Hum....we are almost done with our middle ages unit and are ready to look at the art of the Renaissance. As I am collecting images to share with the kids I am struck by how few works I can show because I can not show any type of nudity in any form.
can't show Birth of Venus...

or David....

or the most famous part of the Sistine Chapel

or da Vinci's Vitruvian man

That's just a few really important pieces of art that I'm not allowed to I really going to have to photo shop fig leafs onto all of these works of art...and a coconut shell bra on the Venus?

Any ideas on how to deal with the issue of not showing any nudity but still sharing great art?

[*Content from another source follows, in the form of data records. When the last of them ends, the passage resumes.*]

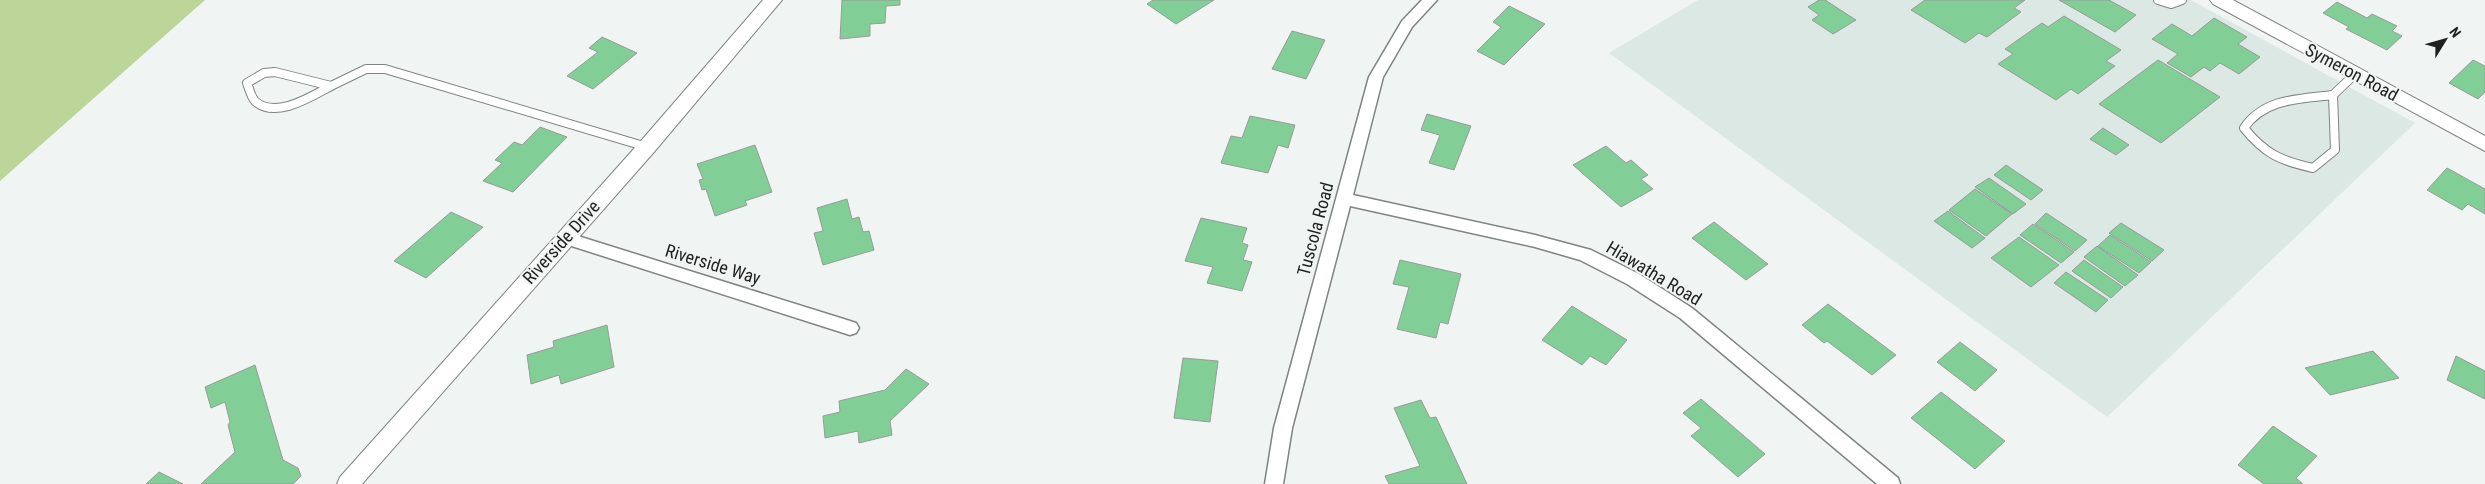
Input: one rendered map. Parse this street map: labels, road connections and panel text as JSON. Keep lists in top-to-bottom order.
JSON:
{
  "streets": {
    "street": [
      "Symeron Road",
      "Tuscola Road",
      "Riverside Drive",
      "Riverside Way",
      "Hiawatha Road"
    ]
  },
  "crossings": [
    ["Tuscola Road", "Hiawatha Road"],
    ["Riverside Drive", "Riverside Way"]
  ],
  "north": "top right"
}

  1. I'm in the same boat you are, and I'm a high school art teacher. I've been told by administration to watch what I show. So much for a high quality art education. Let me know what you come up with.

  2. I could wax on how Michaelangelo technically isn't a Renaissance artist, but instead is moving towards Mannerism and Rococo, but for general purposes he is Renaissance. . .Also, Giotto, is often referred to as Medieval, but is considered the first Renaissance artist by many art historians because of his devotion to architecture and humanity. He is known as the first artist to give Jesus a "happy trail" on his lower abdomen. Previously, it was considered "too human" to include this on Jesus. Showing Giotto's work and Michaelangelo's work would show a large range of development throughout the Renaissance.

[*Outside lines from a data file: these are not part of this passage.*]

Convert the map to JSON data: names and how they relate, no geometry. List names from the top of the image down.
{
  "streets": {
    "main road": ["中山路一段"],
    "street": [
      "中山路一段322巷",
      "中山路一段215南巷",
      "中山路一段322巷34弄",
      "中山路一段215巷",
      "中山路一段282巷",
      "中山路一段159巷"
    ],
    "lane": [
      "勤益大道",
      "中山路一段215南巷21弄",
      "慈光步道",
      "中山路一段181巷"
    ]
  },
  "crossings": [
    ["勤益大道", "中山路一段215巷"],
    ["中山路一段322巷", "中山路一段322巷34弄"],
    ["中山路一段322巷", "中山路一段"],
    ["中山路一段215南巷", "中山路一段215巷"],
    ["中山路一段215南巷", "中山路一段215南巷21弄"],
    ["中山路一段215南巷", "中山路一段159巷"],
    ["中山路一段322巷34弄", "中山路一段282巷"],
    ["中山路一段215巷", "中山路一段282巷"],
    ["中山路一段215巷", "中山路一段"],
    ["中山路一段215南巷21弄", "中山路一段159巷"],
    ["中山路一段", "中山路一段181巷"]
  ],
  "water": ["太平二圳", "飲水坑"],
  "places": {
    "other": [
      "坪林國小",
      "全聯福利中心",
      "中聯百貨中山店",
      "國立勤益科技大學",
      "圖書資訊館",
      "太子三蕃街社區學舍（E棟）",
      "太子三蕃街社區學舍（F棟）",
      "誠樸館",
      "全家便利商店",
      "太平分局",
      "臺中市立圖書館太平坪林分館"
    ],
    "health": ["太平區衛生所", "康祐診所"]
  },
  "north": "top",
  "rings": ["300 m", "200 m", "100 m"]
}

    Mona Lisa Leonarda Da Vinci
    Libyan Sibyl Michaelangelo
    Pieta Michaelangelo
    School of Athens Raphael
    Arena Chapels Marian Cycle by Giotto
    Bronze doors of Ghiberti
    Battle of San Romano by Uccello
    St. George and The Dragon Uccello
    Hunt in the Forest Uccello
    The Ecstasy of St. Teresa by Bernini
    The Last Supper Ghirlandaio
    Annuniciation by Botticelli
    Basilica Santa Maria del Fiore by Cambio and Brunelleschi

  3. I crop mine to crop out the nudity. They still get to see most of the pieces and learn to appreciate them. We studied David this week, from the waist up. Still alot to appreciate.

  4. I saw one art teacher draw some brown boxer shorts on the Vitruvian man. They almost look like they belong there.

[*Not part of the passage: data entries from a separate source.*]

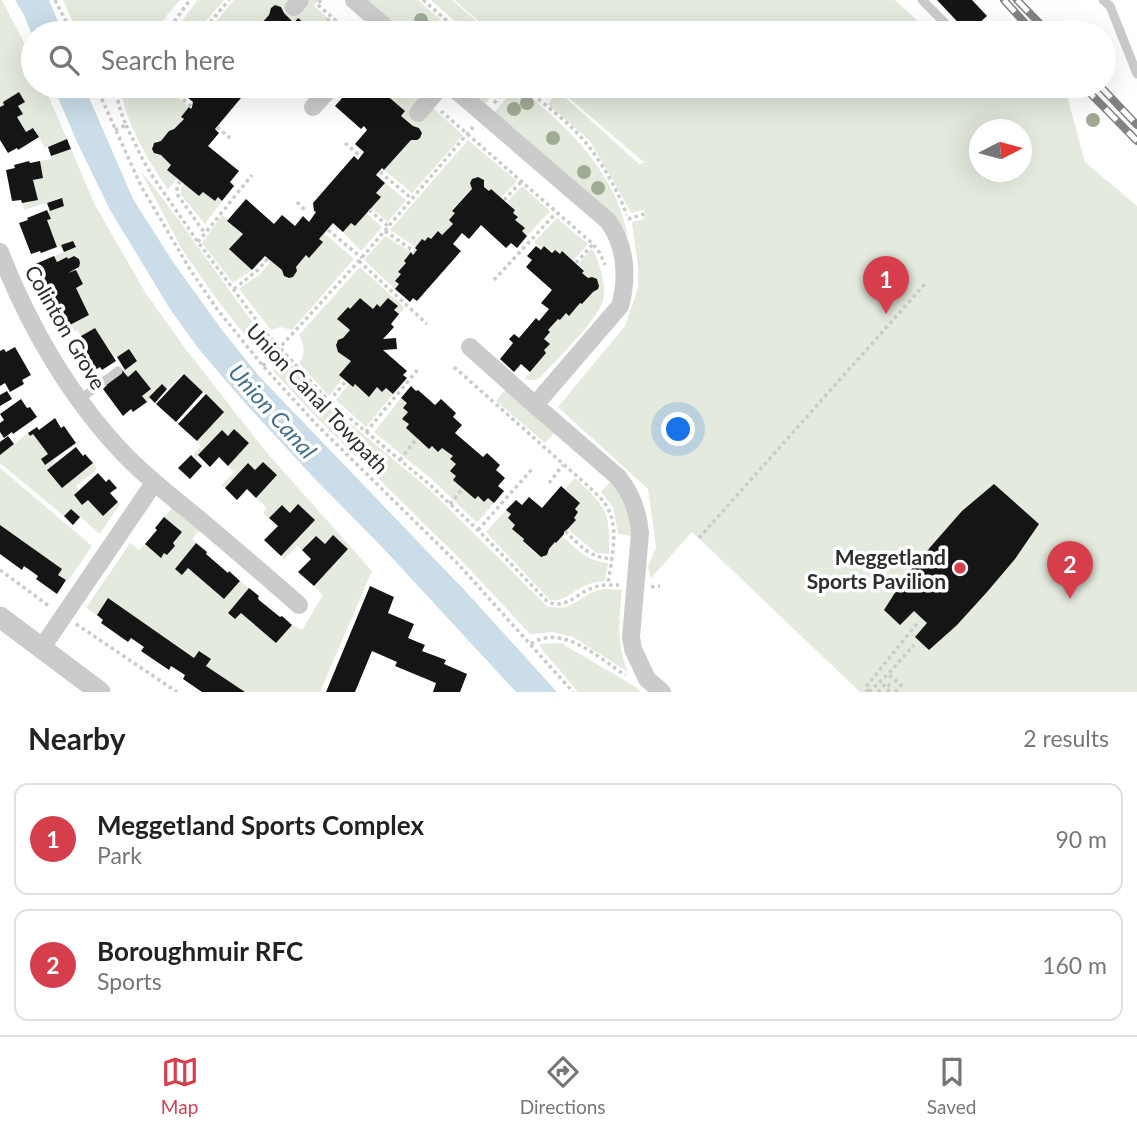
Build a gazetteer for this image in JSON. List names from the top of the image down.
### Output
{
  "streets": {
    "street": ["Colinton Grove"],
    "path": ["Union Canal Towpath"]
  },
  "water": ["Union Canal"],
  "places": ["Meggetland Sports Pavilion"],
  "north": "right",
  "page": {
    "search": "Search here",
    "pins": ["1", "2"],
    "heading": ["Nearby", "2 results"],
    "list": [
      {
        "mark": "1",
        "name": "Meggetland Sports Complex",
        "note": "Park",
        "value": "90 m"
      },
      {
        "mark": "2",
        "name": "Boroughmuir RFC",
        "note": "Sports",
        "value": "160 m"
      }
    ],
    "nav": ["Map", "Directions", "Saved"]
  }
}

  5. I put a fig leaf on a greek statue (and you don't even have to photoshop, its an available clip art in PowerPoint if that's what you use to project images) and it started a nice discussion of censorship, school rules, and what kids should be able to see and study. "Teachable moment," right?

  6. I must agree with GT Goddess. What about a nice discussion of which pope ran about with a hammer and whacked off all the bits of the nude statues? Can't remember his name off the top of my head. Thanks so much for all the great ideas by the way. I am the Art Literacy coordinator for Dilly Elementary in Forest Grove and I really appreciate you!
    ~Jenn Scott

  7. I usually save a photo as an "image" then put it into iphoto (on my mac). Once in iphoto I can "retouch" the photo to lose the offending areas. I have found that a nude woman is less offensive and giggle-starting when you get rid of the nipples.